§ **Records shown**
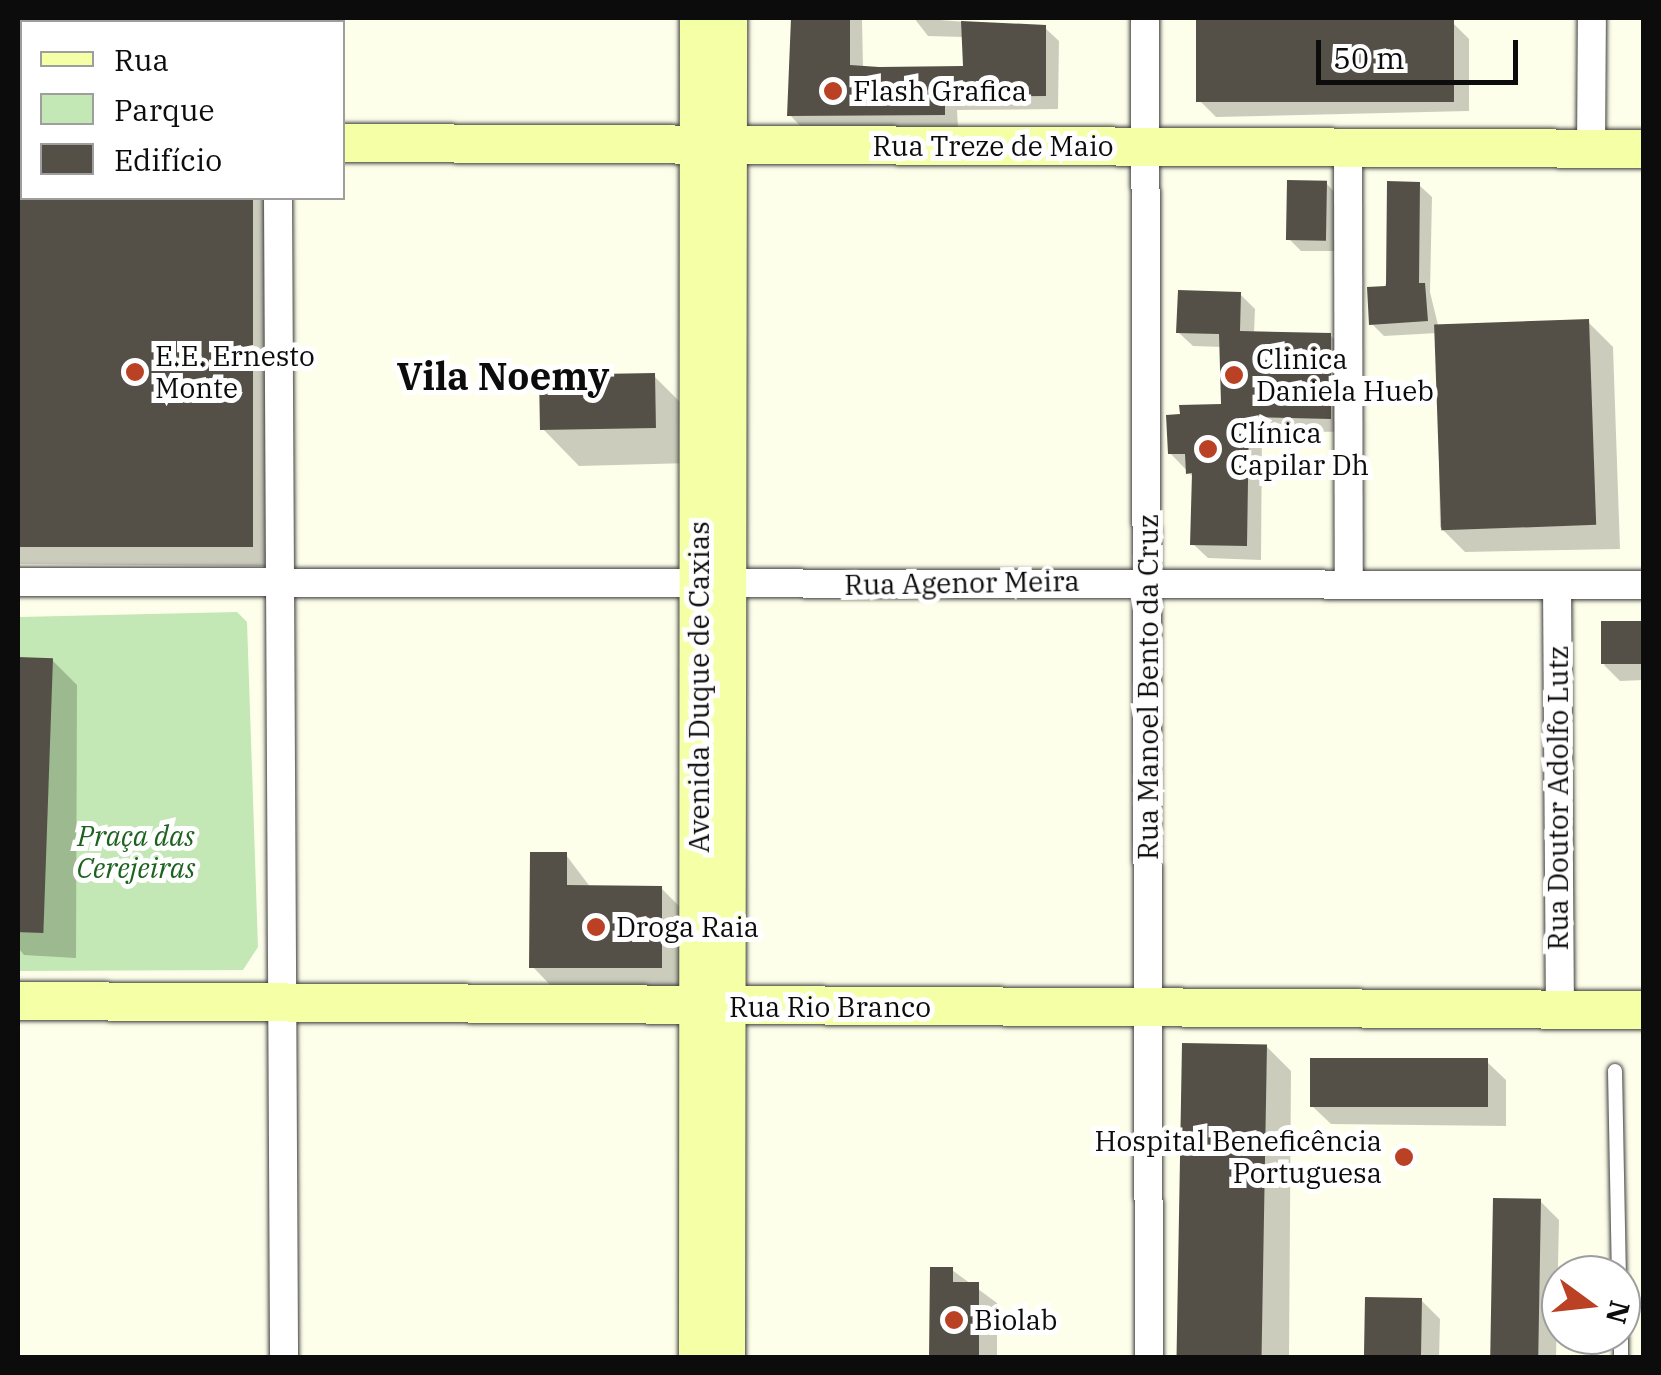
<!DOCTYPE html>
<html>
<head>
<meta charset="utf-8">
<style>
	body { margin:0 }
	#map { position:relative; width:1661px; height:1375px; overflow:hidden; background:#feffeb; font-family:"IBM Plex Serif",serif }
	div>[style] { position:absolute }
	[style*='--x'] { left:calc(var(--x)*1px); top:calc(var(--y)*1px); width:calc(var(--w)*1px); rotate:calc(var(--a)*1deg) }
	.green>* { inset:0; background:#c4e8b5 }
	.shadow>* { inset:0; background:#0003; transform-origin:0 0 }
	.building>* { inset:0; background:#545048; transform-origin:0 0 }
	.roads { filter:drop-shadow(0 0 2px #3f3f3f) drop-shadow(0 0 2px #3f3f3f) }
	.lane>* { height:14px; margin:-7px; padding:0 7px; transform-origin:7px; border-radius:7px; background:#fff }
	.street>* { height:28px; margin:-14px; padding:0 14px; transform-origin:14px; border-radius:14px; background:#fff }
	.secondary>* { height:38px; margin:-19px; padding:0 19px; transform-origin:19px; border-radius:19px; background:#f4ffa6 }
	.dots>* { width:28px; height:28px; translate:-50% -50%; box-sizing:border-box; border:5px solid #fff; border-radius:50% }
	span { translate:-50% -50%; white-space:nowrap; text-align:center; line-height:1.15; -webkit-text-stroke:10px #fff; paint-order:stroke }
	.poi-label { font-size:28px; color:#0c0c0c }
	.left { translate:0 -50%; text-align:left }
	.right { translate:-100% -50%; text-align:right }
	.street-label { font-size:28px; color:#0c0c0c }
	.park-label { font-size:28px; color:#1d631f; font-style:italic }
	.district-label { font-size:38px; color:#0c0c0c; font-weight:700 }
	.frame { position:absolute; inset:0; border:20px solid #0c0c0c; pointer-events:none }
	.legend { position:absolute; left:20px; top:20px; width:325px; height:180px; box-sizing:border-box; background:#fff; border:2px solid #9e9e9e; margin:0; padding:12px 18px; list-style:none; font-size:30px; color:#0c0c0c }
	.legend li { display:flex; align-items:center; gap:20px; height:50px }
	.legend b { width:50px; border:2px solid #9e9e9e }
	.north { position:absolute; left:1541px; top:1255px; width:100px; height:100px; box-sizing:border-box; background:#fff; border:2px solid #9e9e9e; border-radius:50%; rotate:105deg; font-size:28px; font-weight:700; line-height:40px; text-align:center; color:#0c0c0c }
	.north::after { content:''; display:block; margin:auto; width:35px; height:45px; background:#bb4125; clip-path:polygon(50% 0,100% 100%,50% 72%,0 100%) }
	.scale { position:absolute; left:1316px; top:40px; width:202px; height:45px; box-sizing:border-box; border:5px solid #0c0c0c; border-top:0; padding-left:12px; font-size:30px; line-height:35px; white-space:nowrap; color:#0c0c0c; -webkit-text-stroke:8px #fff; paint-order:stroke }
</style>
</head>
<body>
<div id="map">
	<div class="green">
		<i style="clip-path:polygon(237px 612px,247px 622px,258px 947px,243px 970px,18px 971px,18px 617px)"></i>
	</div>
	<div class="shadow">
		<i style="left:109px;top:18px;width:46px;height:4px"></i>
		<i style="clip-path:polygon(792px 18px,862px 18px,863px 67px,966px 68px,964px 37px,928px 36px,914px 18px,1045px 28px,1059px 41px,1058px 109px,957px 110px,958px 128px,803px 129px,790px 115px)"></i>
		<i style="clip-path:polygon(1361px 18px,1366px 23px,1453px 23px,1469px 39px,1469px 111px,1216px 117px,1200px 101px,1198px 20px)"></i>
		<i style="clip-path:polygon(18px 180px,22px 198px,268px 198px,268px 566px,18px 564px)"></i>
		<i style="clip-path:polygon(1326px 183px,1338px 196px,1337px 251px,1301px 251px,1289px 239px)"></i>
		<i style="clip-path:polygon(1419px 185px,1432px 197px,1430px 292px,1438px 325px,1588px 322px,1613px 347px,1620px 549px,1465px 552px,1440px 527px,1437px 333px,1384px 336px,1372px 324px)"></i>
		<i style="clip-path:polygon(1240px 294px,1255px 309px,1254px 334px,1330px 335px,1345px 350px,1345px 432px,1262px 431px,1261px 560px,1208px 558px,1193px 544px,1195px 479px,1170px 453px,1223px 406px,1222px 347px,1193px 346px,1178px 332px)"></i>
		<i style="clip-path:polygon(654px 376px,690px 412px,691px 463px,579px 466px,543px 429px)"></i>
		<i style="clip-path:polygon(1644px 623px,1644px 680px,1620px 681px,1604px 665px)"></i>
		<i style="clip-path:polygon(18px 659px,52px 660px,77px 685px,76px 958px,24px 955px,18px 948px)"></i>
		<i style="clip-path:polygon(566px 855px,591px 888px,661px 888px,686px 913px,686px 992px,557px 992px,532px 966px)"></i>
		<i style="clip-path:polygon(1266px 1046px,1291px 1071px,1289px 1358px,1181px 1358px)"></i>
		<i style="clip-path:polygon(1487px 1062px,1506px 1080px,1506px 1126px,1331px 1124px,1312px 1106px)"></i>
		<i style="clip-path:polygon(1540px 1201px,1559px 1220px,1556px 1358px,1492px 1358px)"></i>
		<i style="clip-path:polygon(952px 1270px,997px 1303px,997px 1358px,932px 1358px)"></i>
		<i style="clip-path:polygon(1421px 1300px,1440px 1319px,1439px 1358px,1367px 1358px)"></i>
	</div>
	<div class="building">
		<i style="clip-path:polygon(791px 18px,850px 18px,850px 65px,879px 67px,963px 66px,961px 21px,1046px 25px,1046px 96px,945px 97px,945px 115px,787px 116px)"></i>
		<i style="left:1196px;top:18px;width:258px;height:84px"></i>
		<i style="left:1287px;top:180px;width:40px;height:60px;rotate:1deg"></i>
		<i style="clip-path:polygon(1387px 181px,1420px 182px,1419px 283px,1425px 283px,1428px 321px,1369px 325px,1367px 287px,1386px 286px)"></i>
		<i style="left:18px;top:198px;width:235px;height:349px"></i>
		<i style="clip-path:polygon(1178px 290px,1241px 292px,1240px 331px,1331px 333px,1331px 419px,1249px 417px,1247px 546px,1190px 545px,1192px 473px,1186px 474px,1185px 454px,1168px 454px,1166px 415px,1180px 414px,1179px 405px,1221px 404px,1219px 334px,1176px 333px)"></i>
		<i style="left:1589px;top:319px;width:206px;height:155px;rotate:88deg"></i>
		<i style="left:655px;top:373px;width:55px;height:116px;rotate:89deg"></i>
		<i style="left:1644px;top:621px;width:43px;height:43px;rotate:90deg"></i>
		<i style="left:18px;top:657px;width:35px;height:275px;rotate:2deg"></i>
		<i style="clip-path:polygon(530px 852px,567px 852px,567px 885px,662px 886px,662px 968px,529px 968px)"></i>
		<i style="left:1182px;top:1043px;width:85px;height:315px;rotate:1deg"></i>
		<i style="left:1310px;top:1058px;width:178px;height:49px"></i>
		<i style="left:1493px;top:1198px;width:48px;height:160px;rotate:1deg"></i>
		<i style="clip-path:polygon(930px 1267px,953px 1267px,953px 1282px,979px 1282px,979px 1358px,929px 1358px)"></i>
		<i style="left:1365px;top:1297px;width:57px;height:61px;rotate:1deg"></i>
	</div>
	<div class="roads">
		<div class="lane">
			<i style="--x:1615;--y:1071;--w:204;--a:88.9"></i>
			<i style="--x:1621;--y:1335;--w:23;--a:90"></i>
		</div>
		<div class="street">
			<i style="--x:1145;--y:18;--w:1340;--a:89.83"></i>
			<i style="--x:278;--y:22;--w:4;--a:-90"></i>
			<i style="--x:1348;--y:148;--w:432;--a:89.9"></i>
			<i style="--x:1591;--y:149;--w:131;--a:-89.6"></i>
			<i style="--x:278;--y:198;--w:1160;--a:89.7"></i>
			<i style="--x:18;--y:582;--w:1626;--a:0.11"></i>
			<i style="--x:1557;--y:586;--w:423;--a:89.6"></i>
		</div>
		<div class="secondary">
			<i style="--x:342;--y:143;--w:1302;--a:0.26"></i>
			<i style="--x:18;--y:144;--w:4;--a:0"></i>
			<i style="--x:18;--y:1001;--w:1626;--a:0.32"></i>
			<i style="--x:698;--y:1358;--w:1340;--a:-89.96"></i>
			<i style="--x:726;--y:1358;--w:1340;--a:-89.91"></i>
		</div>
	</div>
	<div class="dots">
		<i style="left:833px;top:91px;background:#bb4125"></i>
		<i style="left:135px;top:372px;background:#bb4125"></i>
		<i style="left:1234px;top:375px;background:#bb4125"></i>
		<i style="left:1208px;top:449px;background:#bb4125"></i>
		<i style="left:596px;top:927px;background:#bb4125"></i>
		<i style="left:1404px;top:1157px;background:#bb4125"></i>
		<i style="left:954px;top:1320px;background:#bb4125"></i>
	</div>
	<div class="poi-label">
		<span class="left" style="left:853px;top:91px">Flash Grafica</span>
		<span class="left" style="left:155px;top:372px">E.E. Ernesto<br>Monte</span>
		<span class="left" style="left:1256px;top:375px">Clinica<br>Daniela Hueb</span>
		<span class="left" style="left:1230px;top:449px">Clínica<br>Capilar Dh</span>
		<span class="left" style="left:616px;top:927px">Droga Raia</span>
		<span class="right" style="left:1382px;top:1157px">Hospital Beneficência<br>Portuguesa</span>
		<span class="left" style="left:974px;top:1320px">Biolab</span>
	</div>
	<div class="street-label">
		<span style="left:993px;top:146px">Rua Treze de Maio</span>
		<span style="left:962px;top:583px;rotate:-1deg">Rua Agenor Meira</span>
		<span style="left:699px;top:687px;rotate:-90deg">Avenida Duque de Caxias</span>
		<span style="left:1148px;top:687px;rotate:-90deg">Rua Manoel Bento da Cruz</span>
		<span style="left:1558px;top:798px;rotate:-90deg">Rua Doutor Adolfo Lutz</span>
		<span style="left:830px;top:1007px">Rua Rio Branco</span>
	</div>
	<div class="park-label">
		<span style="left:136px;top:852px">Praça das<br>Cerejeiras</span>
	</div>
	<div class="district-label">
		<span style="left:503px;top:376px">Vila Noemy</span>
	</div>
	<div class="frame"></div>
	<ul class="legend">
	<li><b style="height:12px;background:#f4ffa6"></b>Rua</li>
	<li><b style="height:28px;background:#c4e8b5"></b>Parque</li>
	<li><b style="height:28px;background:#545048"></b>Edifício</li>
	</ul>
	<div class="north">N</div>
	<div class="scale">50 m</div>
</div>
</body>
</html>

§ **To do**
Please return every line in the data that includes the string "lane".

§ **Solution for this task**
	.lane>* { height:14px; margin:-7px; padding:0 7px; transform-origin:7px; border-radius:7px; background:#fff }
		<div class="lane">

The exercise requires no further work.